Aber früher war das anders. Ich sammelte alles mögliche, Platten, Zeitschriften, Bücher, Poster, CDs ,Videokassetten, und jede Menge Tinnef. Bei jedem Umzug wurde mir mehr und mehr klar, das ich das meiste von dem Kram überhaupt nicht mehr benutze und ich hatte auch ein zunehmend schlechtes gewissen meinen Umzugshelfern gegenüber. Daher begann ich, ca. 1 x im Jahr auszumisten und den ganzen Scheiss zum Flohmarkt zu schleppen.  Somit reduzierte ich beim ersten mal meine Plattensammlung von ca. 500 auf 50 Scheiben, verscheuerte ein altes kitschiges Gewürzregal mit abgelaufenen Gewürzen, bekam für ein Mikroskop, was ich auf der Straße gefunden habe noch 20 Euro und man erlebt auf dem Flohmarkt immer lustige Geschichten. Eine ganz wichtige Regel: das Objekt, von dem man glaubt, das es sich garnicht verkaufen lässt, geht für nen guten Preis weg (ich verkaufte zum Beispiel einen ganzen Satz Otto-Schalplatten an einen überglücklichen Fan).

Da ich hoffentlich noch dieses Jahr komplett nach Polen umsiedeln werde, begann ich heute mit einer richtigen Ausmist-Aktion, die neben einigen Flohmarktschätzen die ich jetzt verscherbeln werde, auch ne Menge Schrott zum Vorschein brachte.

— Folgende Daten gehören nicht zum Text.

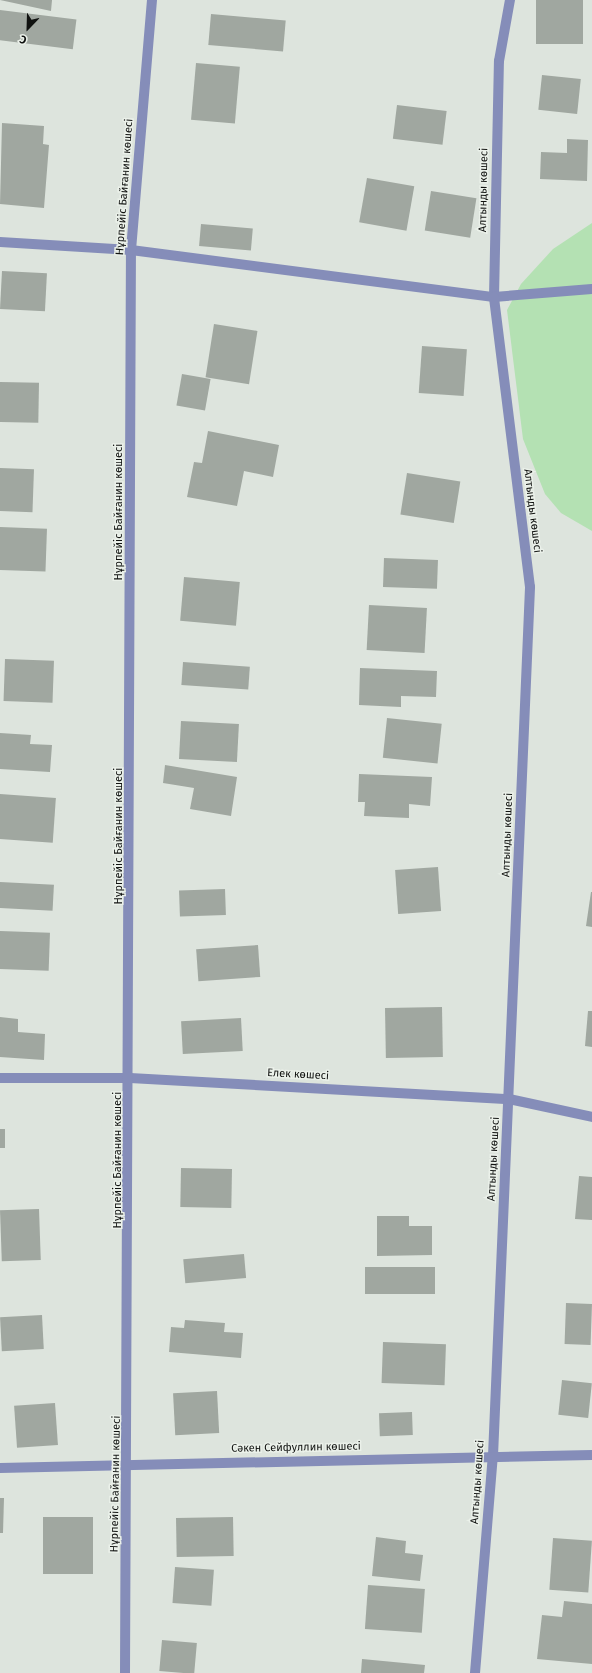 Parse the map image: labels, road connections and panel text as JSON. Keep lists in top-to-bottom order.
{
  "streets": {
    "street": [
      "Нұрпейіс Байғанин көшесі",
      "Алтынды көшесі",
      "Елек көшесі",
      "Сәкен Сейфуллин көшесі"
    ]
  },
  "crossings": [
    ["Нұрпейіс Байғанин көшесі", "Елек көшесі"],
    ["Нұрпейіс Байғанин көшесі", "Сәкен Сейфуллин көшесі"],
    ["Алтынды көшесі", "Елек көшесі"],
    ["Алтынды көшесі", "Сәкен Сейфуллин көшесі"]
  ],
  "north": "bottom left"
} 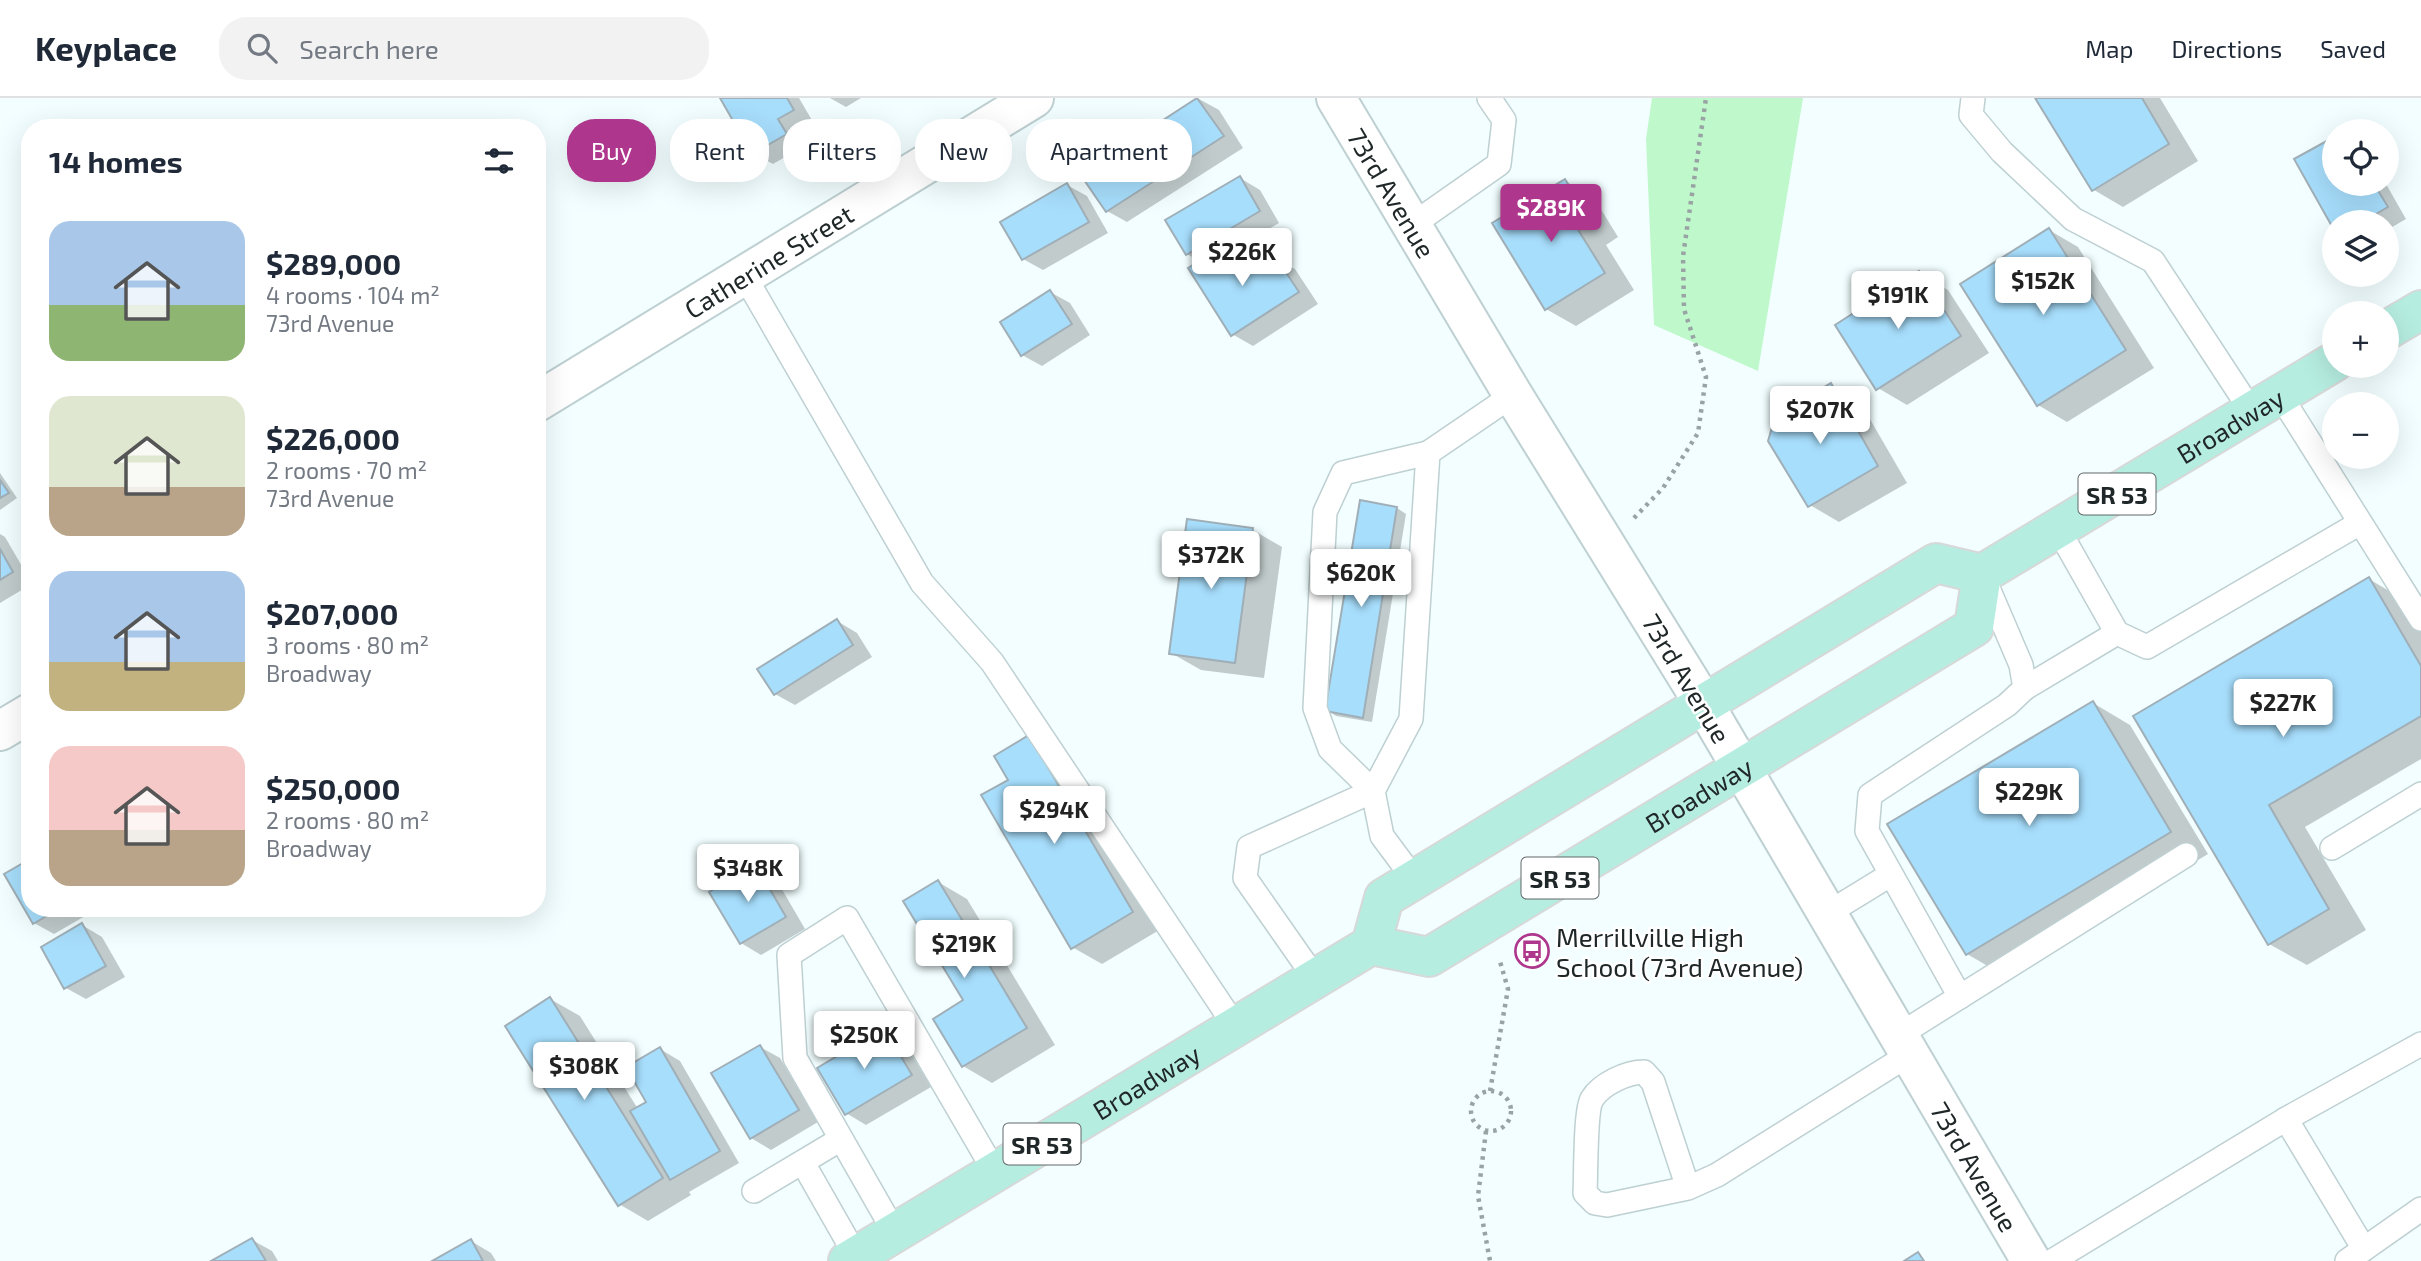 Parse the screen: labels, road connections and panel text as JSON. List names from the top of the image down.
{
  "streets": {
    "main road": ["Broadway", "SR 53"],
    "street": ["73rd Avenue", "Catherine Street"]
  },
  "crossings": [
    ["73rd Avenue", "Broadway"],
    ["73rd Avenue", "SR 53"],
    ["Broadway", "SR 53"]
  ],
  "places": {
    "bus stop": ["Merrillville High School (73rd Avenue)"]
  },
  "page": {
    "header": "Keyplace",
    "search": "Search here",
    "nav": ["Map", "Directions", "Saved"],
    "map_buttons": ["+", "−"],
    "chip": [
      "Buy",
      "Rent",
      "Filters",
      "New",
      "Apartment"
    ],
    "heading": "14 homes",
    "price": [
      "$289K",
      "$226K",
      "$152K",
      "$191K",
      "$207K",
      "$372K",
      "$620K",
      "$227K",
      "$229K",
      "$294K",
      "$348K",
      "$219K",
      "$250K",
      "$308K"
    ],
    "list": [
      {
        "name": "$289,000",
        "note": "4 rooms · 104 m² · 73rd Avenue"
      },
      {
        "name": "$226,000",
        "note": "2 rooms · 70 m² · 73rd Avenue"
      },
      {
        "name": "$207,000",
        "note": "3 rooms · 80 m² · Broadway"
      },
      {
        "name": "$250,000",
        "note": "2 rooms · 80 m² · Broadway"
      }
    ]
  }
}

Vor allem durch meine Aktivitäten am Computer, die mich seit Anfang der 80er Jahre begleiten, haben sich unmengen von Kabeln und Netzteilen zu irgendwelchen Geräten angesammelt, und fristeten seit Jahren in diversen Kisten unter meinem Bett ein unbescholtenes Leben in Staub und anderem Dreck. Ich habe gerade 2 Stunden damit verbracht, Kabel zu entwirren und wirklich nur die brauchbaren in eine kleine Holzkiste zu packen:

Der Kabelrest !

Der Kabelrest !

Wohl gemerkt – das hier ist der Rest. Wieder voller Freude pfefferte ich gerade einen großen schwarzen Müllsack voll mit Kabeln und Steckern in die Tonne. In die normale Mültonne, nicht zum Elektroschrott auf dem Recyclinghof. Und ich habe garkein schlechtes Gewissen dabei. Nebenbei bekam ich dadurch noch 2  anständige Kisten leer, ich denen ich meine Flohmarktbücher packen kann:

bücher

Prima Flohmarktbücher

Das ist übrigens die einzige Ausnahme meiner Wegwerfmentalität: Bücher kann ich nicht in den Müll packen. Wenn mich etwas wirklich nicht interessiert was noch in meinem Besitz ist, sich aber auch nicht verscheuern lässt, dann leg ich das Druckwerk ins Treppenhaus oder lass es irgendwo liegen, wo es ein interesierter Leser finden kann.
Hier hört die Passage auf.